Performance assessment of a NaI(Tl) gamma counter for PET applications with methods for improved quantitative accuracy and greater standardization

Background: Although NaI(Tl) gamma counters play an important role in many quantitative positron emission tomography (PET) protocols, their calibration for positron-emitting samples has not been standardized across imaging sites. In this study, we characterized the operational range of a gamma counter specifically for positron-emitting radionuclides, and we assessed the role of traceable ⁶⁸Ge/⁶⁸Ga sources for standardizing system calibration. Methods: A NaI(Tl) gamma counter was characterized with respect to count rate performance, adequacy of detector shielding, system stability, and sample volume effects using positron-emitting radionuclides (409- to 613-keV energy window). System efficiency was measured using ¹⁸F and compared with corresponding data obtained using a long-lived ⁶⁸Ge/⁶⁸Ga source that was implicitly traceable to a national standard.
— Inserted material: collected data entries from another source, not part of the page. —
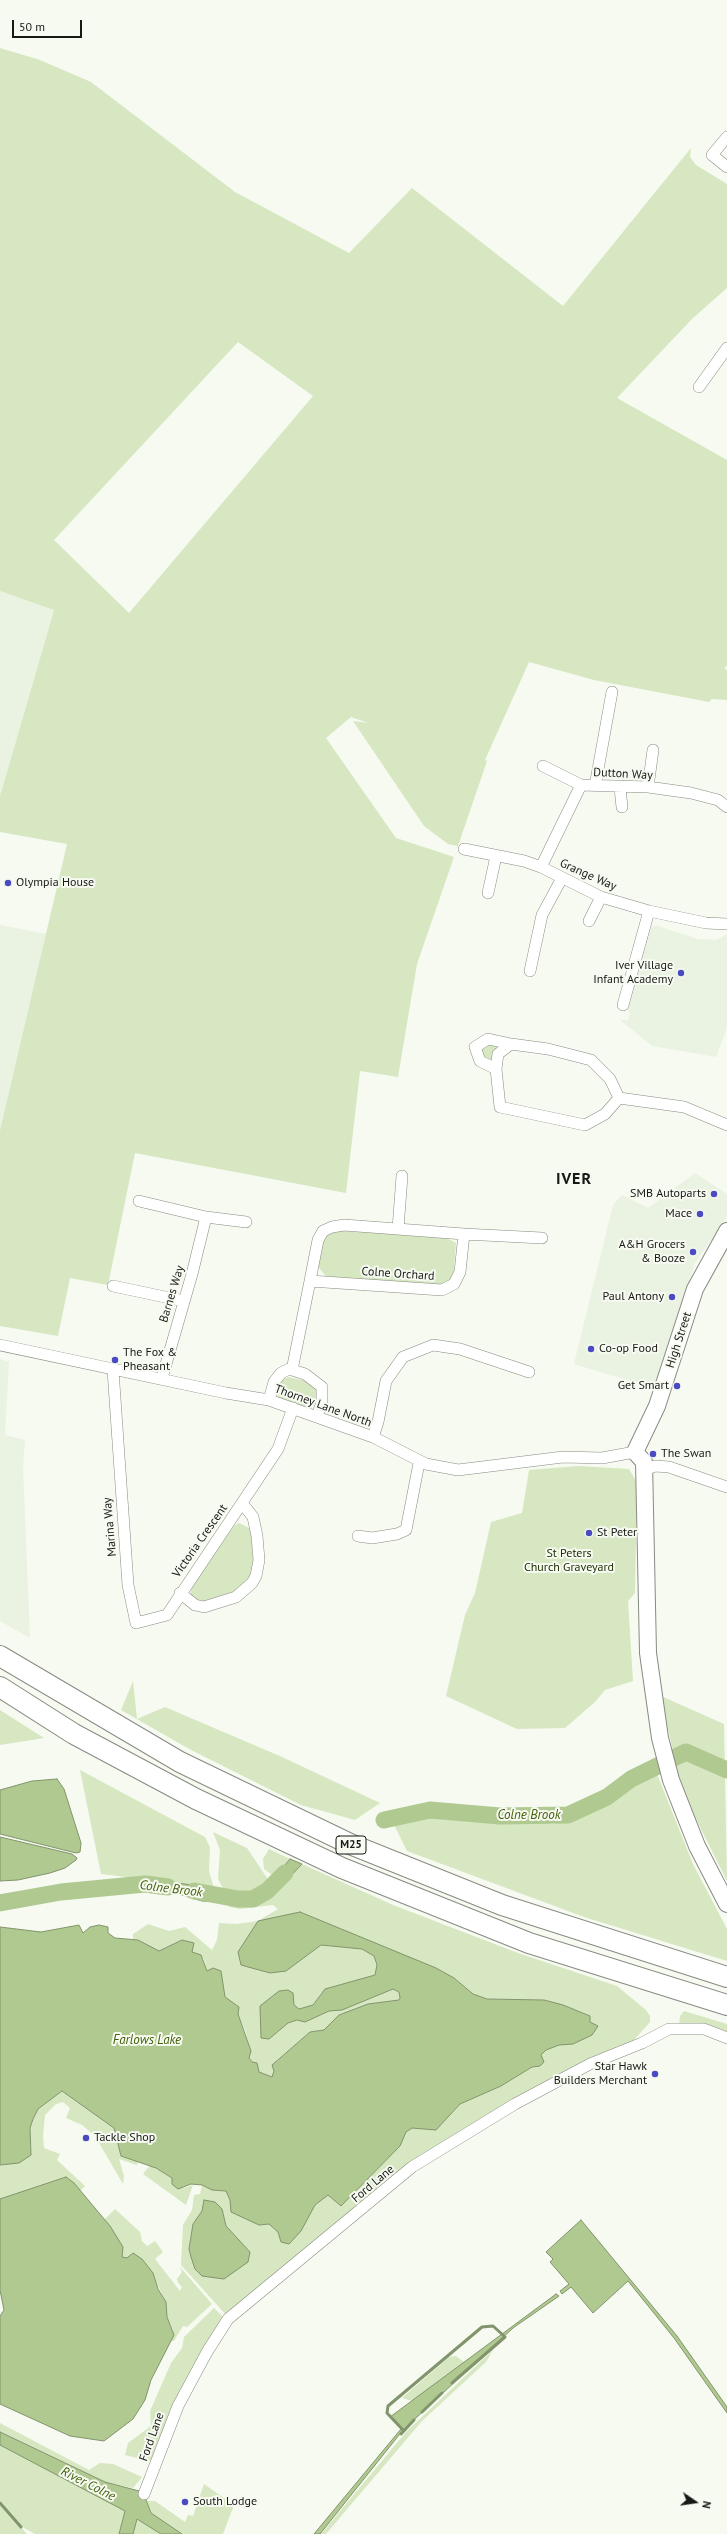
<!DOCTYPE html>
<html>
<head>
<meta charset="utf-8">
<style>
	body { margin:0 }
	#map { position:relative; width:727px; height:2534px; overflow:hidden; background:#f6faf1; font-family:"PT Sans",sans-serif }
	canvas { display:block }
	.north { position:absolute; left:675px; top:2482px; width:40px; height:40px; -webkit-text-stroke:3px #f6faf1; paint-order:stroke; rotate:103deg; font-size:11px; font-weight:700; line-height:16px; text-align:center; color:#181916 }
	.north::after { content:''; display:block; margin:auto; width:14px; height:18px; background:#181916; clip-path:polygon(50% 0,100% 100%,50% 72%,0 100%) }
	.scale { position:absolute; left:12px; top:20px; width:70px; height:18px; box-sizing:border-box; border:2px solid #181916; border-top:0; padding-left:5px; font-size:12px; line-height:14px; white-space:nowrap; color:#181916; -webkit-text-stroke:3px #f6faf1; paint-order:stroke }
</style>
</head>
<body>
<div id="map">
<canvas width="727" height="2534"></canvas>
<div class="north">N</div>
<div class="scale">50 m</div>
</div>
<script>
const ctx = document.querySelector('canvas').getContext('2d');
ctx.lineJoin = 'round';
function paint(path, color) { ctx.fillStyle = color; ctx.fill(path, 'evenodd'); }
const poly = rows => new Path2D(rows.map(r => 'M' + r).join(''));
function strokePath(path, color, width, dash) { ctx.strokeStyle = color; ctx.lineWidth = width; ctx.lineCap = dash ? 'butt' : 'round'; ctx.setLineDash(dash || []); ctx.stroke(path); }
function label(font, color, halo, rows, align = 'center') {
  ctx.font = font + ' "PT Sans",sans-serif'; ctx.lineWidth = 4; ctx.setLineDash([]); ctx.textBaseline = 'middle'; ctx.strokeStyle = halo; ctx.fillStyle = color; for (const [text, x, y, turn = 0] of rows) {
    ctx.save(); ctx.translate(x, y); ctx.rotate((+turn || 0) * Math.PI / 180); ctx.textAlign = isNaN(turn) ? turn : align; if (halo) ctx.strokeText(text, 0, 0); ctx.fillText(text, 0, 0); ctx.restore();
  }
}
const built = poly([
	[0,591,54,609,0,796],
	[0,925,47,934,2,1132,0,1131],
	[655,925,698,939,717,940,727,934,727,1028,716,1057,652,1046,619,1019,628,1021,630,1013,626,1007,646,932],
	[695,1173,727,1194,727,1217,695,1263,654,1388,574,1364,613,1205,622,1195,648,1208],
	[0,1359,9,1362,5,1435,25,1440,23,1467,30,1638,0,1621]
]);
const green = poly([
	[0,48,40,60,91,82,235,192,349,253,412,188,563,306,691,148,690,157,696,165,727,184,727,288,692,319,617,398,727,460,727,665,724,669,727,670,727,700,712,699,709,702,594,680,529,662,485,760,487,761,458,846,448,844,424,826,353,721,368,723,351,717,326,738,396,838,454,857,417,964,398,1077,360,1071,346,1193,135,1153,108,1285,70,1278,58,1336,0,1326,0,1131,67,844,0,832,0,796,54,610,0,591],
	[238,342,313,396,129,613,54,540],
	'481 1052a8 8 0 1 1 16 0a8 8 0 1 1-16 0Z',
	[332,1230,445,1237,456,1243,453,1280,440,1286,327,1278,317,1265,323,1236],
	[288,1377,307,1381,316,1389,318,1394,315,1404,304,1407,278,1398,277,1383],
	[578,1466,629,1469,637,1483,635,1593,628,1601,633,1681,605,1690,595,1702,565,1728,517,1729,446,1696,465,1615,475,1593,491,1522,522,1513,529,1470],
	[239,1523,251,1529,256,1564,252,1578,234,1594,204,1603,199,1602,191,1596,191,1585,235,1525],
	[133,1681,137,1719,165,1707,282,1757,380,1803,355,1820,301,1805,191,1750,121,1710],
	[661,1696,724,1724,727,1881,681,1789],
	[0,1710,44,1738,0,1745],
	[80,1770,205,1837,210,1847,209,1871,214,1888,101,1874],
	[657,1774,693,1864,727,1929,727,1961,584,1917,407,1851,394,1825,413,1815,481,1816,554,1824,594,1811,633,1782],
	[213,1832,247,1848,267,1878,273,1880,262,1890,243,1895,225,1892,218,1879,220,1850],
	[269,1849,290,1859,275,1877,264,1869,263,1859],
	[302,1864,393,1905,518,1953,617,1986,646,2010,650,2016,650,2022,633,2041,412,2166,227,2316,181,2265,183,2225,192,2210,194,2195,200,2194,202,2185,212,2190,226,2191,230,2200,263,2225,269,2224,278,2232,281,2242,301,2231,315,2205,328,2195,341,2206,400,2146,405,2132,412,2128,436,2130,460,2104,501,2086,532,2067,540,2066,541,2055,546,2049,559,2045,573,2044,590,2022,584,2013,544,2000,487,1999,473,1994,454,1978,300,1912,286,1971,321,1945,362,1949,374,1956,377,1969,375,1976,371,1978,359,1980,321,1993,313,2005,298,2009,294,2005,293,1999,269,2039,288,2023,298,2020,305,2022,329,2011,342,2010,393,1989,399,1992,400,1998,399,2000,368,2004,339,2015,324,2030,310,2032,277,2060,272,2077,268,2077,259,2072,249,2058,251,2051,245,2030,238,2014,225,1997,221,1983,222,1976,207,1971,204,1959,192,1952,182,1940,159,1951,138,1940,133,1940,133,1934,148,1924,169,1931,185,1927,212,1950,217,1940,219,1923,237,1924,258,1921,278,1909,273,1905,240,1909,229,1907,228,1904,251,1904,274,1895,293,1871],
	[222,2209,226,2226,250,2252,189,2249,193,2224,202,2211],
	[684,2011,727,2024,727,2035,679,2025,680,2016],
	[62,2091,114,2128,121,2156,138,2161,137,2165,119,2159,124,2176,123,2184,95,2136,82,2125,66,2118,70,2108,63,2102,56,2104,45,2115,43,2136,44,2148,60,2154,57,2160,85,2186,80,2191,66,2177,0,2199,0,2165,31,2155,30,2128,33,2119,38,2109],
	[150,2165,172,2178,184,2188,193,2185,186,2205,143,2174],
	[115,2209,140,2232,142,2241,147,2246,155,2241,163,2252,155,2259,180,2291,182,2287,178,2283,177,2279,182,2272,180,2267,212,2304,187,2327,183,2326,174,2341,171,2341,173,2330,167,2317,166,2302,153,2276,135,2255,127,2258,122,2257,122,2250,110,2226,104,2220],
	[214,2308,225,2319,155,2457,149,2461,125,2455,128,2443,151,2426,150,2411,171,2363,182,2348,184,2337],
	[493,2350,486,2362,422,2421,326,2534,321,2534,406,2432],
	[456,2356,464,2362,412,2401,402,2398,449,2357],
	[0,2423,89,2470,100,2463,113,2464,142,2477,133,2488,105,2482,0,2432],
	[0,2445,125,2511,119,2534,35,2534,19,2525,27,2534,0,2534],
	[204,2484,234,2505,223,2534,182,2534,151,2513,147,2501,155,2501,185,2522,188,2515,193,2516],
	[137,2519,161,2534,133,2534]
]);
const water = poly([
	[57,1779,64,1789,81,1843,80,1852,76,1853,0,1834,0,1790,32,1781,57,1779],
	[0,1837,72,1854,77,1858,76,1860,65,1868,50,1873,18,1880,0,1881,0,1837],
	[290,1859,302,1864,285,1882,275,1877,290,1859],
	[273,1880,283,1884,274,1895,251,1904,228,1904,225,1892,242,1895,253,1892,262,1890,273,1880],
	[162,1881,214,1888,218,1902,202,1901,145,1884,162,1881],
	[300,1912,436,1968,454,1978,473,1994,487,1999,544,2000,563,2005,590,2016,590,2022,598,2026,592,2035,573,2044,559,2045,546,2050,541,2055,544,2062,540,2066,532,2067,501,2086,460,2104,436,2130,412,2128,406,2132,400,2146,341,2206,328,2195,315,2205,301,2231,289,2244,281,2242,278,2232,269,2224,259,2225,231,2212,230,2200,226,2191,212,2190,202,2185,191,2184,178,2189,172,2184,172,2178,156,2168,121,2156,114,2128,62,2091,38,2109,33,2119,30,2128,31,2155,19,2163,0,2165,0,1927,41,1932,79,1925,83,1933,90,1927,99,1925,108,1927,108,1933,115,1938,138,1940,159,1951,182,1940,194,1943,192,1952,201,1955,207,1971,213,1968,221,1971,225,1997,239,2007,238,2014,251,2051,249,2058,252,2062,257,2063,259,2072,272,2077,274,2071,272,2065,310,2032,324,2030,339,2015,368,2004,399,2000,400,1998,399,1992,393,1989,342,2010,329,2011,305,2022,297,2020,288,2023,269,2039,261,2038,260,2006,279,1991,288,1990,293,1993,294,2005,299,2009,313,2005,325,1989,375,1975,377,1965,374,1956,362,1949,321,1945,286,1971,270,1973,241,1965,238,1952,258,1921,300,1912],
	[66,2177,74,2183,110,2226,123,2247,122,2257,127,2258,133,2253,142,2259,153,2273,158,2289,166,2302,167,2317,174,2335,151,2380,145,2400,133,2419,104,2441,70,2436,0,2404,0,2316,4,2310,0,2290,0,2199,66,2177],
	[204,2200,215,2202,222,2209,226,2226,250,2252,248,2262,224,2279,202,2276,195,2269,191,2257,189,2249,193,2224,202,2211,204,2200],
	[581,2220,677,2336,727,2407,727,2413,674,2338,628,2281,593,2313,571,2287,562,2294,560,2291,569,2284,550,2262,553,2259,546,2252,581,2220],
	[556,2294,559,2296,513,2328,403,2430,320,2534,314,2534,401,2429,390,2417,556,2294],
	[0,2432,105,2482,143,2492,151,2513,182,2534,161,2534,137,2519,133,2534,119,2534,125,2511,0,2445,0,2432]
]);
const stream = poly([
	[452,2383,505,2337],
	[422,2412,442,2393],
	[403,2430,387,2413,388,2406,482,2327,493,2326,504,2336],
	[401,2434,414,2420],
	[0,2503,21,2527]
]);
const river = poly([
	[384,1820,430,1810,500,1816,568,1815,607,1797,631,1779,686,1752,727,1770],
	[194,1891,238,1899,253,1899,267,1891,285,1873],
	[0,1903,61,1892,145,1884,168,1887]
]);
const street = poly([
	[727,137,712,155,727,167],
	[699,387,727,348],
	[543,766,581,785],
	[595,786,612,692],
	[648,787,653,750],
	[620,788,622,807],
	[464,849,524,861,541,867,601,897,649,911,706,923,727,924],
	[541,867,581,785,648,787,691,793,718,800,727,807],
	[488,893,496,856],
	[589,921,601,897],
	[530,971,542,915,562,878],
	[623,1005,649,911],
	[511,1044,548,1049,591,1060,610,1079,619,1098,605,1114,585,1125,500,1107,496,1069,498,1054,511,1044],
	[496,1069,480,1061,475,1047,488,1039,511,1044],
	[619,1098,684,1107,727,1125],
	[139,1201,206,1217,246,1222],
	[344,1225,464,1234,460,1272,454,1284,442,1290,310,1281,318,1240,323,1231,332,1227,344,1225],
	[398,1229,402,1176],
	[464,1234,542,1238],
	[113,1286,184,1301],
	[0,1345,226,1393,269,1400,373,1437,426,1464,458,1470,563,1457,602,1458,635,1452],
	[113,1370,128,1585,136,1623,167,1615,278,1449,293,1408],
	[292,1370,310,1281],
	[162,1378,192,1274,206,1217],
	[269,1400,274,1382,281,1373,289,1369,305,1374,322,1387,322,1402,317,1416],
	[373,1437,378,1422,386,1381,403,1357,433,1345,460,1349,529,1372],
	[644,1470,655,1466,669,1467,727,1487],
	[358,1536,372,1538,397,1534,406,1530,419,1463],
	[180,1593,195,1605,204,1607,236,1597,252,1583,256,1576,259,1560,257,1536,253,1517,242,1503],
	[144,2494,178,2406,207,2352,228,2319,412,2167,515,2104,590,2064,642,2043,669,2029,704,2029,727,2038]
]);
const secondary = poly([
	[727,1231,695,1289,657,1406,635,1452,644,1462,648,1653,660,1738,671,1780,697,1846,727,1904]
]);
const highway = poly([
	[0,1656,180,1762,350,1844,502,1905,727,1977],
	[0,1687,74,1734,196,1799,342,1868,529,1943,727,2005]
]);
const markers = [
	[8,883,4,"#4b4bc1"],
	[681,973,4,"#4b4bc1"],
	[714,1194,4,"#4b4bc1"],
	[700,1214,4,"#4b4bc1"],
	[693,1252,4,"#4b4bc1"],
	[672,1297,4,"#4b4bc1"],
	[591,1349,4,"#4b4bc1"],
	[115,1360,4,"#4b4bc1"],
	[677,1386,4,"#4b4bc1"],
	[653,1454,4,"#4b4bc1"],
	[589,1533,4,"#4b4bc1"],
	[655,2074,4,"#4b4bc1"],
	[86,2138,4,"#4b4bc1"],
	[185,2502,4,"#4b4bc1"]
];
const shields = [
	[351,1845,30]
];
const shieldNames = [
	["M25",351,1845]
];
const streetNames = [
	["Dutton Way",623,774,3],
	["Grange Way",588,875,24],
	["Colne Orchard",398,1274,4],
	["Barnes Way",172,1294,-73],
	["High Street",679,1340,-72],
	["Thorney Lane North",323,1406,20],
	["Marina Way",110,1527,-95],
	["Victoria Crescent",200,1541,-55],
	["Ford Lane",373,2184,-40],
	["Ford Lane",152,2437,-70]
];
const poiNames = [
	["Olympia House",16,883],
	["Iver Village",673,966,"right"],
	["Infant Academy",673,980,"right"],
	["SMB Autoparts",706,1194,"right"],
	["Mace",692,1214,"right"],
	["A&H Grocers",685,1245,"right"],
	["& Booze",685,1259,"right"],
	["Paul Antony",664,1297,"right"],
	["Co-op Food",599,1349],
	["The Fox &",123,1353],
	["Pheasant",123,1367],
	["Get Smart",669,1386,"right"],
	["The Swan",661,1454],
	["St Peter",597,1533],
	["Star Hawk",647,2067,"right"],
	["Builders Merchant",647,2081,"right"],
	["Tackle Shop",94,2138],
	["South Lodge",193,2502]
];
const parkNames = [
	["St Peters",569,1554],
	["Church Graveyard",569,1568]
];
const waterNames = [
	["Colne Brook",529,1815],
	["Colne Brook",171,1889,7],
	["Farlows Lake",147,2040],
	["River Colne",88,2484,27]
];
const districtNames = [
	["IVER",574,1179]
];
paint(built, '#eaf2e1');
paint(green, '#d6e7c1');
paint(water, '#b0c990');
strokePath(water, '#82946b', 1);
strokePath(stream, '#82946b', 3);
strokePath(river, '#b0c990', 17);
strokePath(street, '#878b82', 12);
strokePath(secondary, '#878b82', 18);
strokePath(highway, '#878b82', 22);
strokePath(street, '#fff', 11);
strokePath(secondary, '#fff', 16);
strokePath(highway, '#fff', 20);
for (const [x, y, r, color] of markers) { const dot = new Path2D(); dot.arc(x, y, r, 0, 2 * Math.PI); ctx.fillStyle = color; ctx.fill(dot); strokePath(dot, '#f6faf1', 1.5); }
for (const [x, y, w] of shields) { const box = new Path2D(); box.roundRect(x - w / 2, y - 9, w, 18, 3); ctx.fillStyle = '#f6faf1'; ctx.fill(box); strokePath(box, '#181916', 1); }
label('bold 11px', '#181916', null, shieldNames);
label('12px', '#181916', '#f6faf1', streetNames);
label('12px', '#181916', '#f6faf1', poiNames, 'left');
label('12px', '#213006', '#f6faf1', parkNames);
label('italic 13px', '#44600b', '#f6faf1', waterNames);
ctx.letterSpacing = '1px';
label('bold 16px', '#181916', '#f6faf1', districtNames);
ctx.letterSpacing = '0px';
</script>
</body>
</html>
Results: One percent count loss was measured at 450 × 10³ counts per minute. Penetration of the detector shielding by 511-keV photons gave rise to a negligible background count rate. System stability tests showed a coefficient of variation of 0.13% over 100 days. For a sample volume of 4 mL, the efficiencies relative to those at 0.1 mL were 0.96, 0.94, 0.91, 0.78, and 0.72 for ¹¹C, ¹⁸F, ¹²⁵I, ^99mTc, and ⁵¹Cr, respectively. The efficiency of a traceable ⁶⁸Ge/⁶⁸Ga source was 30.1% ± 0.07% and was found to be in close agreement with the efficiency for ¹⁸F after consideration of the different positron fractions. Conclusions: Long-lived ⁶⁸Ge/⁶⁸Ga reference sources, implicitly traceable to a national metrology institute, can aid standardization of gamma counter calibration for ¹⁸F. A characteristic feature of positron emitters meant that accurate calibration could be maintained over a wide range of sample volumes by using a narrow energy window centered on the 511-keV peak.